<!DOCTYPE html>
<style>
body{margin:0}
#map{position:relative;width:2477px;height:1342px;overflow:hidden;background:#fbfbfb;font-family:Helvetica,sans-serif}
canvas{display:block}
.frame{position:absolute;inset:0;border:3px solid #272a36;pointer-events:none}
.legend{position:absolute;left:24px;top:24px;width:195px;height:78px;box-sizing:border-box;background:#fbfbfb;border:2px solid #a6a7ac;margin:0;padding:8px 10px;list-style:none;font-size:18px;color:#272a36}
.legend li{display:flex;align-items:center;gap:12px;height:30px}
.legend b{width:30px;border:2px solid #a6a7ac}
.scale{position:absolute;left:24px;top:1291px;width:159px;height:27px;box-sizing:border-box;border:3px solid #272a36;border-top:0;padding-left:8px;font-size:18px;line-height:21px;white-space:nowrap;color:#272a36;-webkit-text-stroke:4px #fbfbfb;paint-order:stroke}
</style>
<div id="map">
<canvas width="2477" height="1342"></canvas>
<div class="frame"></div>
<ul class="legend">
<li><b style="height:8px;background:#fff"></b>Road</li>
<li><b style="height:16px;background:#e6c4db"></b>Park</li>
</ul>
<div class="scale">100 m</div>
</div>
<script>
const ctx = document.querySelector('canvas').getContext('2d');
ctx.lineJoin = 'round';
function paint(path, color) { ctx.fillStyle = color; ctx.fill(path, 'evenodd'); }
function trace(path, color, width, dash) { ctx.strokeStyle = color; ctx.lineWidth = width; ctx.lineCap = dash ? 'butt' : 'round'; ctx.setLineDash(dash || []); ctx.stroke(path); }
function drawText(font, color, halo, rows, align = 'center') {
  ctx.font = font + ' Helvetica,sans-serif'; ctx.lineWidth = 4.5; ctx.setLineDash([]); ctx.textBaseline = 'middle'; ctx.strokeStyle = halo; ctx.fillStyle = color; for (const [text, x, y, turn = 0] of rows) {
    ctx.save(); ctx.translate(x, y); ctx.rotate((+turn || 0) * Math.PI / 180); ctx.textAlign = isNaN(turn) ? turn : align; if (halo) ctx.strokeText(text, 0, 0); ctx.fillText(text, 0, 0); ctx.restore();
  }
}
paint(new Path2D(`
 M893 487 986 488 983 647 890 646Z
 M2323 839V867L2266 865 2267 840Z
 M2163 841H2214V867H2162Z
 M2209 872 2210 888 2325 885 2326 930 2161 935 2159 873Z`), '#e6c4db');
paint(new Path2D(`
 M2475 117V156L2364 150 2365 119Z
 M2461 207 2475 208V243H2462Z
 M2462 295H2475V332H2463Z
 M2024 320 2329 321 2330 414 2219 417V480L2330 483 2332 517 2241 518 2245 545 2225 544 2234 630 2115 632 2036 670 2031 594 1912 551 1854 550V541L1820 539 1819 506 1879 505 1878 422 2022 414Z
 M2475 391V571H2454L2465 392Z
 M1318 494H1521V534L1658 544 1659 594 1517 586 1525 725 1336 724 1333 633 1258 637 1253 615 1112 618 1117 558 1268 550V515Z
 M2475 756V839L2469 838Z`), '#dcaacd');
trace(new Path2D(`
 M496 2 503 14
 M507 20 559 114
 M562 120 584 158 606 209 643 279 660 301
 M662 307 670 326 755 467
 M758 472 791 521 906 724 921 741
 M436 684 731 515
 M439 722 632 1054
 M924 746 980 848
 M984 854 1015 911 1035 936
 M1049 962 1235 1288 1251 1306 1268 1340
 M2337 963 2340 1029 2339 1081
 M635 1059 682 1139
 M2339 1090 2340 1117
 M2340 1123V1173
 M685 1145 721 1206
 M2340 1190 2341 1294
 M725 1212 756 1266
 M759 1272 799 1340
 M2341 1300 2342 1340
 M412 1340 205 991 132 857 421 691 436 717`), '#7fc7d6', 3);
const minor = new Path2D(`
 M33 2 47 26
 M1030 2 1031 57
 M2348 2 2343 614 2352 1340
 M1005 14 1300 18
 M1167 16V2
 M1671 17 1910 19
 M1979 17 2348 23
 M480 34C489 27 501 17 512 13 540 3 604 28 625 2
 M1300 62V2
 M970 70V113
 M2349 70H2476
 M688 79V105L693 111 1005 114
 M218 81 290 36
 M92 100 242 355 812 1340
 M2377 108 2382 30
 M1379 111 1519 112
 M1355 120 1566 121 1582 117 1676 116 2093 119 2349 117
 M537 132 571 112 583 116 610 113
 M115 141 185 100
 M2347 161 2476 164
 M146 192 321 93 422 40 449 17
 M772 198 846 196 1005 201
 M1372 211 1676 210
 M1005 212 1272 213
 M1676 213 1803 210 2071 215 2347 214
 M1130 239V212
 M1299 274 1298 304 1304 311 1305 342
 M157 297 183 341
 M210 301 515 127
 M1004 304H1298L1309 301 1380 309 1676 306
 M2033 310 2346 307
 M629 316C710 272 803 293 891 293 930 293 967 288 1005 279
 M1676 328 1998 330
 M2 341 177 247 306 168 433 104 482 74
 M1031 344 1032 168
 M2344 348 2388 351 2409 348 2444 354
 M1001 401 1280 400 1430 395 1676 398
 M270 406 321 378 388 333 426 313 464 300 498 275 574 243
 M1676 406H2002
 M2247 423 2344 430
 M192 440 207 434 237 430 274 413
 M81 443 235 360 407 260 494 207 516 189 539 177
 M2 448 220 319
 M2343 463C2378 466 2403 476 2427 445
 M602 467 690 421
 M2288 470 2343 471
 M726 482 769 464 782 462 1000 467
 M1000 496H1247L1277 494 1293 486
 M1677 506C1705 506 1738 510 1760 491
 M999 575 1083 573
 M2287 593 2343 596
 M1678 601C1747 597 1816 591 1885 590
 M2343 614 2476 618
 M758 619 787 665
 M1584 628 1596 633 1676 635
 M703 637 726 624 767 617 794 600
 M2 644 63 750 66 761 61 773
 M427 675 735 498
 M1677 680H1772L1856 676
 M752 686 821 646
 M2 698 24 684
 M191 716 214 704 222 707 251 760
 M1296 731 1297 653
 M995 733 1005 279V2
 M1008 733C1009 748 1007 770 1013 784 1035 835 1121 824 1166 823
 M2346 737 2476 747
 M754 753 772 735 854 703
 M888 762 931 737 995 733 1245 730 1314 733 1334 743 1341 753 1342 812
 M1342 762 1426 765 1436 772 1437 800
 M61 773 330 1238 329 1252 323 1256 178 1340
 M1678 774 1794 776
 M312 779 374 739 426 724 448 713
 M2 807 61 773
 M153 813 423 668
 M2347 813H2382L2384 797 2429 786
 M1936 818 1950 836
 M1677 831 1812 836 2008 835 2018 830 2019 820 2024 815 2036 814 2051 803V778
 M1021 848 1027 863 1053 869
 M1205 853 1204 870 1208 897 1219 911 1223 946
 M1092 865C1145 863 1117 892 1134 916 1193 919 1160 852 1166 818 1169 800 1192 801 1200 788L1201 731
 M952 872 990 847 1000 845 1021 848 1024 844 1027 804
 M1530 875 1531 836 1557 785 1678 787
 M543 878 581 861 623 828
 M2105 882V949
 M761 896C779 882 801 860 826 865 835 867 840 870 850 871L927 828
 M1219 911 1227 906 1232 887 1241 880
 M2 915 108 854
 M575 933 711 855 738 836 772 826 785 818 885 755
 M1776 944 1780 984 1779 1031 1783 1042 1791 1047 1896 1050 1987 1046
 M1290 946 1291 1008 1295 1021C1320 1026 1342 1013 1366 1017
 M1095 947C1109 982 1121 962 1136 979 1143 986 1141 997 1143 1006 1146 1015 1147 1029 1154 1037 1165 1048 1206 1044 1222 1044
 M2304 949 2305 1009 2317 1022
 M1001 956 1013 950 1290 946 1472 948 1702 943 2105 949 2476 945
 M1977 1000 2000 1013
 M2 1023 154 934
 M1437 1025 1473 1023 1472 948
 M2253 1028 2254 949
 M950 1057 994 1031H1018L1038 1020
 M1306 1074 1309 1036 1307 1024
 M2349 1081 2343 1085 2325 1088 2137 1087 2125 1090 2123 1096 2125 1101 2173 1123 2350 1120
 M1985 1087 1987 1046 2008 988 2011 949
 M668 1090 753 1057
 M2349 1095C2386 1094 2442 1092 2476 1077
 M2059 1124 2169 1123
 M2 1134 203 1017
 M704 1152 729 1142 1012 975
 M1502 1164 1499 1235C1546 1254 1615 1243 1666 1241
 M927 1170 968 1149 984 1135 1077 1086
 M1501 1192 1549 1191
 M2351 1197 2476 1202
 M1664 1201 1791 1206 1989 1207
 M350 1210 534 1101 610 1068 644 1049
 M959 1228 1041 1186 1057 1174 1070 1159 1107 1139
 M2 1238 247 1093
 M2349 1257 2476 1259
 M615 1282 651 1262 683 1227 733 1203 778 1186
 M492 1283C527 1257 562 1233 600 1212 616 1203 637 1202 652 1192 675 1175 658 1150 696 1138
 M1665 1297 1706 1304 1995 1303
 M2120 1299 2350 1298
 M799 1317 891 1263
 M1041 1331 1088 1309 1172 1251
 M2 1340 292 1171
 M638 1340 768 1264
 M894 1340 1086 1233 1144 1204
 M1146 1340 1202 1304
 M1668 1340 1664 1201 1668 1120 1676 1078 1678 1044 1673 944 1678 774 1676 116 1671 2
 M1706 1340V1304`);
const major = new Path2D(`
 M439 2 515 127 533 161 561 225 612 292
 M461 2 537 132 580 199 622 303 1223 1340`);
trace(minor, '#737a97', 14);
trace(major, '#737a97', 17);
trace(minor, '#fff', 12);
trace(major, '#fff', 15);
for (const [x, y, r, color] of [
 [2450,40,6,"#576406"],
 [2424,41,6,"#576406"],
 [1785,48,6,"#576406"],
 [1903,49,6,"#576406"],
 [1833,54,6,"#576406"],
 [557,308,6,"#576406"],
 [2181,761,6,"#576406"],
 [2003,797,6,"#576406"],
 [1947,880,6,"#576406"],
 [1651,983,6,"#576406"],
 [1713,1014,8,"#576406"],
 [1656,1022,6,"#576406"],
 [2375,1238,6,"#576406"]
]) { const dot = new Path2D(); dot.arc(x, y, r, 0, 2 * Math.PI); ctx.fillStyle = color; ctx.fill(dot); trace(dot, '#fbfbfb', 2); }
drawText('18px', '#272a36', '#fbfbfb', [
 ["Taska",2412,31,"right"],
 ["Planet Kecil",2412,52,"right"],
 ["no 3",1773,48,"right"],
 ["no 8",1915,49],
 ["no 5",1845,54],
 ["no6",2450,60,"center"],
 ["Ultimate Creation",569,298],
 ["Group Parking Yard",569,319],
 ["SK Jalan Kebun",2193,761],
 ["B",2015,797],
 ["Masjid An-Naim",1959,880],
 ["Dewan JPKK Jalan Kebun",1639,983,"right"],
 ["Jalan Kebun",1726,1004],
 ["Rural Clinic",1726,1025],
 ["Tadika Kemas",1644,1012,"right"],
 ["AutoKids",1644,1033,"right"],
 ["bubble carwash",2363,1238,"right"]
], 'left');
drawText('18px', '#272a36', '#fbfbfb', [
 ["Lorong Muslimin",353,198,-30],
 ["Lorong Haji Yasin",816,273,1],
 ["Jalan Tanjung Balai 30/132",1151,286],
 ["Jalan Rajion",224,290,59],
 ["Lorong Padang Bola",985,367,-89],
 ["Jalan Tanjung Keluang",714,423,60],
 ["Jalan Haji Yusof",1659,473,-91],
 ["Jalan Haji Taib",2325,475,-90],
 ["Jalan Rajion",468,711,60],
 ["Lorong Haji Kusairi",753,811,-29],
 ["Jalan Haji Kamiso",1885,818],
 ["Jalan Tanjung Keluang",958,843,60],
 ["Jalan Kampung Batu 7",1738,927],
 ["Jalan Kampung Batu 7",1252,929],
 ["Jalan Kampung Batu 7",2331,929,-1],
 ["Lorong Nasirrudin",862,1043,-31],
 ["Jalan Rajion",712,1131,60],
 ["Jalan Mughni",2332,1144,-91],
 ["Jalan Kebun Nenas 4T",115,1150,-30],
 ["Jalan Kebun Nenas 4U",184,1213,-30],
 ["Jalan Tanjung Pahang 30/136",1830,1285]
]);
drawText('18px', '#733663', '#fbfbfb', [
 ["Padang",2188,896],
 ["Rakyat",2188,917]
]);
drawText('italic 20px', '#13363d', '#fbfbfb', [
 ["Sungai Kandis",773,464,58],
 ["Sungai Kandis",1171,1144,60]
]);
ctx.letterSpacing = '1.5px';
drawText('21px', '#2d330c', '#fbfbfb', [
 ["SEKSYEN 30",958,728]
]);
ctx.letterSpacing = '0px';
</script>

WHAT YOU NEED TO DO
How many of the lines above include the string "lineWidth"? Answer with the number only.

RESULT OF THIS TASK
2